La lezione del Dottore

umbertoLa speranza è diventata realtà. L’attesa per una presidenza degna della storia e del prestigio della Juventus è stata lunga. Quattro anni sono trascorsi da quel fatidico 7 maggio in cui John Elkann prese le distanze dalla dirigenza che di lì a poco sarebbe stata inghiottita dalle sentenze di Calciopoli. “Siamo vicini alla squadra e all’allenatore” disse il nipote dell’Avvocato, consegnando, di fatto, anche la società alle pesanti sentenze sportive che la condannarono. Lo sconsolante andamento della Juventus di quest’anno ha accelerato un destino che pareva segnato. Andrea Agnelli presidente, riprendendo un solco bruscamente interrotto in quella maledetta estate. Andrea presidente come il nonno Edoardo che guidò la Juventus (dal 1923 al 1935) nella leggendaria impresa di conquistare cinque scudetti consecutivi dal 1930 al 1935, come lo zio Gianni, presidente dal 1947 al 1954, ma soprattutto come il papà Umberto, giovanissimo presidente della Juventus della prima stella, quella di Boniperti, Sivori e Charles, che si aggiudicò tre scudetti in quattro anni. Umberto rilevò a ventidue anni la società in uno stato di profonda crisi. Dopo un breve periodo di reggenza diventò presidente nel 1956, un anno in cui la Juventus conquistò la salvezza alla penultima di campionato vincendo contro la Triestina. Tale era la crisi che negli ambienti torinesi si vociferava addirittura di una possibile fusione con il Torino che versava in gravi difficoltà. Nell’estate del 1957 arrivarono in un colpo solo Charles e Sivori e la storia bianconera si colorò di una delle pagine più belle e affascinanti della propria storia. La crisi di oggi non è certo paragonabile a quella di allora, ma i punti di contatto sono evidenti.

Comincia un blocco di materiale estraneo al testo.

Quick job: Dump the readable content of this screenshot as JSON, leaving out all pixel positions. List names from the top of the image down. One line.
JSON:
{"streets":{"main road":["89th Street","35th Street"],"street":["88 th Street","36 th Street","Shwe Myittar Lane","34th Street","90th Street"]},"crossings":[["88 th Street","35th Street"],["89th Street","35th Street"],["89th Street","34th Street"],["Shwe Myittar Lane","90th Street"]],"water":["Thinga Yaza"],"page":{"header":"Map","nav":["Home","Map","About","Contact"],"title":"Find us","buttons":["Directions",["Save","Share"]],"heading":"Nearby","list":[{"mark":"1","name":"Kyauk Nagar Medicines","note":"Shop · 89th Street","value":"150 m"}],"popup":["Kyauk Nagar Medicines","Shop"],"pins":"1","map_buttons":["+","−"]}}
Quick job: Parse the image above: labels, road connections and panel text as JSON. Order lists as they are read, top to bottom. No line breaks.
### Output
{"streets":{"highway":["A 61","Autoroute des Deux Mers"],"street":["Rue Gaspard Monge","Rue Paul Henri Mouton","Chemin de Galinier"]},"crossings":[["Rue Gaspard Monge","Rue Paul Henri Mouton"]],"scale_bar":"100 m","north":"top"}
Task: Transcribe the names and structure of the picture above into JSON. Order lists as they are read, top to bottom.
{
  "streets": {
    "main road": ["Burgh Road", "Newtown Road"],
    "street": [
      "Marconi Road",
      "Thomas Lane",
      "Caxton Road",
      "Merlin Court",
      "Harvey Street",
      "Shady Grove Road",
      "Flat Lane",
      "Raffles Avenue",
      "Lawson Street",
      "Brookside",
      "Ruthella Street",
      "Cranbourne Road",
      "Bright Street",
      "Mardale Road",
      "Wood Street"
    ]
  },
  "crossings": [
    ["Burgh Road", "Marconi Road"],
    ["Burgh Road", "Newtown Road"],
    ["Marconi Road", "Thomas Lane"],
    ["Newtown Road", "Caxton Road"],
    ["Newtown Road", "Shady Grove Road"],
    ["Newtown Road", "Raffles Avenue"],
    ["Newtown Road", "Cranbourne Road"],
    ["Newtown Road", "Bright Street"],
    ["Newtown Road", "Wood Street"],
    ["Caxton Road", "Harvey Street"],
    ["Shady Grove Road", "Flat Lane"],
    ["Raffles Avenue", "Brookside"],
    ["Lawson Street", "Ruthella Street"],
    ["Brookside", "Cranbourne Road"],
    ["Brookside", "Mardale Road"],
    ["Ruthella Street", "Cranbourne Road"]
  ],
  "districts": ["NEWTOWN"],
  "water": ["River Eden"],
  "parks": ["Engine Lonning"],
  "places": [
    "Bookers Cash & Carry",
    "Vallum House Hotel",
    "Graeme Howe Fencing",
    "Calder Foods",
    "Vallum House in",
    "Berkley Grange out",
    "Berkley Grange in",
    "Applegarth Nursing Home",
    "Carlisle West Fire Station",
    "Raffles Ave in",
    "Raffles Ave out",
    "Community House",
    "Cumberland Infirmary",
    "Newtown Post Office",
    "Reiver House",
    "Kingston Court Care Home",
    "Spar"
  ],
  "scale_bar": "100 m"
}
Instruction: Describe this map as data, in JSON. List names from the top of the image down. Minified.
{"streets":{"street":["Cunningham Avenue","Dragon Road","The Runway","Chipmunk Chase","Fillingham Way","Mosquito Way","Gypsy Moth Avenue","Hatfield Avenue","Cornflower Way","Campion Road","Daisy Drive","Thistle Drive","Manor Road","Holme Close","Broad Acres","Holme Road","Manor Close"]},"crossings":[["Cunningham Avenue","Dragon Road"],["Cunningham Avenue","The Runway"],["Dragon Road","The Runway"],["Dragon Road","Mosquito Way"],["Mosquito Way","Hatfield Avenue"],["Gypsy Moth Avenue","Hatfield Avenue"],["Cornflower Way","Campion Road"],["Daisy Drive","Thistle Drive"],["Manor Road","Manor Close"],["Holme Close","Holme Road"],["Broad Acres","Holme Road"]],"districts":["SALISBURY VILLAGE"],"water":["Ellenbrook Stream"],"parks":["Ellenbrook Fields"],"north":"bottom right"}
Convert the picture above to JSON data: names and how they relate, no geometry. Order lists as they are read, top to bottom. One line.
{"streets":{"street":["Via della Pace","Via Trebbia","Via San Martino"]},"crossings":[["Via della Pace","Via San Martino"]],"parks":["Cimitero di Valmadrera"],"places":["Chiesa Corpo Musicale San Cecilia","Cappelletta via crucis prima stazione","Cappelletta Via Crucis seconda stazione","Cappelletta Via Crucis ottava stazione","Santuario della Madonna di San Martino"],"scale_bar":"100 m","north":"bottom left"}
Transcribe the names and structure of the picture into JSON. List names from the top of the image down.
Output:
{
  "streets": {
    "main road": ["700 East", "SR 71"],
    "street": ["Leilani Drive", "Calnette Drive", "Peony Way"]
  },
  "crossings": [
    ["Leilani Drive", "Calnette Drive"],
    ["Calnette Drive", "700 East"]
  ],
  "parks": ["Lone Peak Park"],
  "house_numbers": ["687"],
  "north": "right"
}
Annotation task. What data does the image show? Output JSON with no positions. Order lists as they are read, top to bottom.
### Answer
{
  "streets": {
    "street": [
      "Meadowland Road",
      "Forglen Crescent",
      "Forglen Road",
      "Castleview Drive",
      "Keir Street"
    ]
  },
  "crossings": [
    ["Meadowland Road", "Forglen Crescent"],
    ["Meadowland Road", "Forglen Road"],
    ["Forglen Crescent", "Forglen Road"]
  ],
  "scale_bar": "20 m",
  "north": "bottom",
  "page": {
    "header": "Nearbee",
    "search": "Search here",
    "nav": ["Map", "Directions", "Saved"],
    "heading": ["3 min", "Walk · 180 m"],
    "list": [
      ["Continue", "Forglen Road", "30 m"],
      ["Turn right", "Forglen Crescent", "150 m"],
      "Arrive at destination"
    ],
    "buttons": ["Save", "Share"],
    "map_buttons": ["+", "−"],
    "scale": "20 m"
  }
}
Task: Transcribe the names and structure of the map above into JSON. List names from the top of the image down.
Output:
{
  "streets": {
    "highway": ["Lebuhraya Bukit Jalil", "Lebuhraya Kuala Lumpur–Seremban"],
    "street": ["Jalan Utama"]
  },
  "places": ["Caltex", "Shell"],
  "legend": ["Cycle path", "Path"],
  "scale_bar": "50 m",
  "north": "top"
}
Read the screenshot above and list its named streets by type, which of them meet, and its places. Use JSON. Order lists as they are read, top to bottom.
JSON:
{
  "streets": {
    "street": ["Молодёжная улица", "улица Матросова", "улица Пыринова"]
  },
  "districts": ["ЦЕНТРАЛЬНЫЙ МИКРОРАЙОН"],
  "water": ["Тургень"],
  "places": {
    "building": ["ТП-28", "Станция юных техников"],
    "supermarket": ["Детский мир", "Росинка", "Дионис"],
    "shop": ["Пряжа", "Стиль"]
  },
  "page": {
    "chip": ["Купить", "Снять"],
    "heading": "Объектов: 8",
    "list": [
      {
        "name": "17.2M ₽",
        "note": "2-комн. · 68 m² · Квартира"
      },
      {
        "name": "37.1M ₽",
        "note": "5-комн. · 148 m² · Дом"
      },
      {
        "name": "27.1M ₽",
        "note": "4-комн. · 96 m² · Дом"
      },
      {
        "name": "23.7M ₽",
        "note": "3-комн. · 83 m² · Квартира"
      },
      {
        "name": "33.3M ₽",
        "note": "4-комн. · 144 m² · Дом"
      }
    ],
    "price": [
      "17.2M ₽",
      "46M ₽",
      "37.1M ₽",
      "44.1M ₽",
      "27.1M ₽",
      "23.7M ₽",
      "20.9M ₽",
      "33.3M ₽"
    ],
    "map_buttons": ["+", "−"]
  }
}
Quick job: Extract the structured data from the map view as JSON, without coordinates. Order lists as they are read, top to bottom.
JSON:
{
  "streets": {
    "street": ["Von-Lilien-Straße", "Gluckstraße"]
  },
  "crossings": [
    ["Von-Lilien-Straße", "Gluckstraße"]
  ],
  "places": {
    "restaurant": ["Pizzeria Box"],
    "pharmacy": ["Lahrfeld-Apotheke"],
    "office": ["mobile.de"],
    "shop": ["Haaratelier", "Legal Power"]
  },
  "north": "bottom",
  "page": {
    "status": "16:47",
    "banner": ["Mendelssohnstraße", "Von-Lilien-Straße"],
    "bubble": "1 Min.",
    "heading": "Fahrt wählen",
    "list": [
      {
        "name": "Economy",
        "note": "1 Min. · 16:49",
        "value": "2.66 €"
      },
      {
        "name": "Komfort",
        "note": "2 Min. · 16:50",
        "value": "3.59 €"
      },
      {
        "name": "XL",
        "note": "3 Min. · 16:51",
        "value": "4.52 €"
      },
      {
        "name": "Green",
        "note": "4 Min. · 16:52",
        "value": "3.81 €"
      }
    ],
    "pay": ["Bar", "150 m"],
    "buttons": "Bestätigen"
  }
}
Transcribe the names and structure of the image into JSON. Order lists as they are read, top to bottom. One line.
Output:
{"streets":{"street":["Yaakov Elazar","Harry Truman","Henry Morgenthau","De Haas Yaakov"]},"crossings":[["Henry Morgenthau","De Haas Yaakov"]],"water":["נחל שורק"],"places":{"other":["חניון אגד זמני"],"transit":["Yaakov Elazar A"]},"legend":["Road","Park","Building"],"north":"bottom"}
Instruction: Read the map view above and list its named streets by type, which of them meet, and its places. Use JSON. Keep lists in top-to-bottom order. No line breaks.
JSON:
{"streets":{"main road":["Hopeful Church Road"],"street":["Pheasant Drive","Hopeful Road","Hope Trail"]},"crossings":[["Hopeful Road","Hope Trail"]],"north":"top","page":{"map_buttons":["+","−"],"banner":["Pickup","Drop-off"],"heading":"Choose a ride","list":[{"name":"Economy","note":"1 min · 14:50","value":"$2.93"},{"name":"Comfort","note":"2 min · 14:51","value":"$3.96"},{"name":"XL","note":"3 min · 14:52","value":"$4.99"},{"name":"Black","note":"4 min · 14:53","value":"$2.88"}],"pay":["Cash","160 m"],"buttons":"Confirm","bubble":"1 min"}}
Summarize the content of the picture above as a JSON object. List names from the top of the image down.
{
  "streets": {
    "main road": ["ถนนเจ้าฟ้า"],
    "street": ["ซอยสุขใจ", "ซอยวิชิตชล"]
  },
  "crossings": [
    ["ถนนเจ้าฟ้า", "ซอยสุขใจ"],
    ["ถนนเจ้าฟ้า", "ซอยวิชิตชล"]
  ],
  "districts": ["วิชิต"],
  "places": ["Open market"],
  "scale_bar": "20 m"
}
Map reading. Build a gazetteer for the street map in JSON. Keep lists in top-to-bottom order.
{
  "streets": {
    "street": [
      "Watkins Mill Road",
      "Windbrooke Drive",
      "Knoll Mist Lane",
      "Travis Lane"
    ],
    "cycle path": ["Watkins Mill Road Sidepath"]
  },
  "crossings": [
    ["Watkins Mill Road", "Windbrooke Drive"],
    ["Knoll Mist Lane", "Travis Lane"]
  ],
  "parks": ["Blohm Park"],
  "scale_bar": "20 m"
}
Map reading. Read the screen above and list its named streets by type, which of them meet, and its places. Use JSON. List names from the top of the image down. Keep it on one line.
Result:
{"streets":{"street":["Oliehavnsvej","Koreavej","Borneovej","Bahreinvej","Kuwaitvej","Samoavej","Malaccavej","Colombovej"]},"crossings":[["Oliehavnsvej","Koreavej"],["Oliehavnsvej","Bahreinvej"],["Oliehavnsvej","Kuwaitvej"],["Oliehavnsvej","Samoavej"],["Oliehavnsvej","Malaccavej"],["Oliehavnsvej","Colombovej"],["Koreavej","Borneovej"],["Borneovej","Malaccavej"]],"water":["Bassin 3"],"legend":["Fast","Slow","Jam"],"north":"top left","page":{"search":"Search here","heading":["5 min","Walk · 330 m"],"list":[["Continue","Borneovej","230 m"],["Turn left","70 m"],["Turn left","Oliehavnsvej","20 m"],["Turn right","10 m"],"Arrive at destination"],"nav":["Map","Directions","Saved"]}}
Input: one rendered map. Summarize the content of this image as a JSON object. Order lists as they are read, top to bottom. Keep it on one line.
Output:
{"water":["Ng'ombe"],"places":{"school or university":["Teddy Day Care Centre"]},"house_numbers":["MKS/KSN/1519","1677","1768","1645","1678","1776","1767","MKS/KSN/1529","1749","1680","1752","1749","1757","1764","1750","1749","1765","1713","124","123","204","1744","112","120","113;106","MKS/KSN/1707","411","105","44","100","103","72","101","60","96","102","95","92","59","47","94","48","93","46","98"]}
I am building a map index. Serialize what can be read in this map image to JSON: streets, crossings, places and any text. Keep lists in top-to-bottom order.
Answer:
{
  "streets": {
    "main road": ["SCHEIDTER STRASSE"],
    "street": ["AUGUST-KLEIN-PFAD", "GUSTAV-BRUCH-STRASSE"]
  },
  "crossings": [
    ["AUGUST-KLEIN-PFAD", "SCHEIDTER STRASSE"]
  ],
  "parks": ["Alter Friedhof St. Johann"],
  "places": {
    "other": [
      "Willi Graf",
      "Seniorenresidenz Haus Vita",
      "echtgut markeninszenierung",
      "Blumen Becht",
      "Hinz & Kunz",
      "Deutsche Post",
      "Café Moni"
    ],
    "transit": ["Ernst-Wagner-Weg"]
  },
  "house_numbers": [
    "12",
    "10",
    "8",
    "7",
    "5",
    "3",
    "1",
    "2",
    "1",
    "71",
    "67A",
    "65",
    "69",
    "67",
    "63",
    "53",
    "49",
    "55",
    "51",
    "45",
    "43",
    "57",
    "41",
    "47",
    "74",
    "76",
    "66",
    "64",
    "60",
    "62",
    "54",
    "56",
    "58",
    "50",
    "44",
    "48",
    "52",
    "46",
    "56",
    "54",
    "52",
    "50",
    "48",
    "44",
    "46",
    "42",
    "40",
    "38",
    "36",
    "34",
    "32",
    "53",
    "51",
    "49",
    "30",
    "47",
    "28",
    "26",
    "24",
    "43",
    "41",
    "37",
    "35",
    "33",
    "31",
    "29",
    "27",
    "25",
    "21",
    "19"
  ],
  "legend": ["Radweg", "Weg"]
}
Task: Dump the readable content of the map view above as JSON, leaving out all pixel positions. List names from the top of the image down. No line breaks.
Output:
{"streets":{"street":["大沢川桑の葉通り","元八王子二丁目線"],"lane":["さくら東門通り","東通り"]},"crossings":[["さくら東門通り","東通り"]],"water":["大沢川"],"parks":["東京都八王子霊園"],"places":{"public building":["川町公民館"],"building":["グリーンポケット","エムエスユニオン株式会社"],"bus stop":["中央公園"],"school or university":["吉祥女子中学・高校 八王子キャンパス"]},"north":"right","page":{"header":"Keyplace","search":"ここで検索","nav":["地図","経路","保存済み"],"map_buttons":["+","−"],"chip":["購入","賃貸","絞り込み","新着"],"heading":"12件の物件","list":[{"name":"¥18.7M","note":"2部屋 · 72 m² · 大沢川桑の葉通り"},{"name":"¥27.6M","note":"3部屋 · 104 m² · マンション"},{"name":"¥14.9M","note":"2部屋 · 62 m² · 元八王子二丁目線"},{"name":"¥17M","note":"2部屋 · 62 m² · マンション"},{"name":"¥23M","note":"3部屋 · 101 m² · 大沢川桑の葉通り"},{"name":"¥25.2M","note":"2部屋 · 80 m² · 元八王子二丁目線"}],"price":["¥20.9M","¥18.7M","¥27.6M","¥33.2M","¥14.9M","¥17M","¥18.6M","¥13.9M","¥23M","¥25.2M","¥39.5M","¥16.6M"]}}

Anche oggi Andrea, come successe a Umberto, è chiamato a rifondare una società dopo un periodo grigio di risultati, aggravato dall’indimenticato atteggiamento rinunciatario assunto dalla proprietà e dalla dirigenza juventina riguardo alla vicenda di Calciopoli. La storia si ripete a cinquant’anni e passa di distanza. Il Dottore, sebbene fosse persona razionale con l’occhio lungo sul bilancio, in quella fatidica estate del 1957 prese il coraggio a due mani. Gli arrivi di Charles e Sivori non furono quelli di due giocatori qualsiasi, ma il meglio allora in circolazione. Omar Sivori era considerato il miglior calciatore argentino e, vestendo la maglia bianconera, avrebbe poi anche vinto il pallone d’oro del 1961, mentre il gallese John Charles era il meglio che potesse esprimere il campionato inglese. Furbo, rapido e dotato di classe sopraffina, così era Sivori; potenza, colpo di testa e fisicità rappresentavano invece le caratteristiche del “gigante buono” gallese. Segnarono 50 gol in due nel campionato del decimo scudetto (28 Charles, 22 Sivori) integrandosi alla perfezione nei meccanismi offensivi bianconeri. Quelle della Juventus della prima stella furono scelte coraggiose e impegnative economicamente, ma lungimiranti, e tali da consentire l’apertura di un ciclo di vittorie straordinarie. Arrivarono tre scudetti e due coppe Italia nell’arco di quattro anni, in cui mancò l’affermazione in ambito europeo soprattutto per mancanza di mentalità. Contava il campionato e gli intermezzi settimanali della Coppa dei Campioni venivano considerati dai giocatori come delle solenni seccature. Andrea la lezione della storia l’ha certo studiata, lo si è capito dalla breve conferenza stampa dell'esordio. Il presidente che ogni juventinovero aspettava da almeno quattro anni è chiamato a scelte coraggiose per rifondare quadri societari e tecnici. Si faccia il possibile per tralasciare le vie di mezzo. Serve semplicemente il meglio per riannodare i fili di una grande storia spezzata un’estate di quattro anni fa.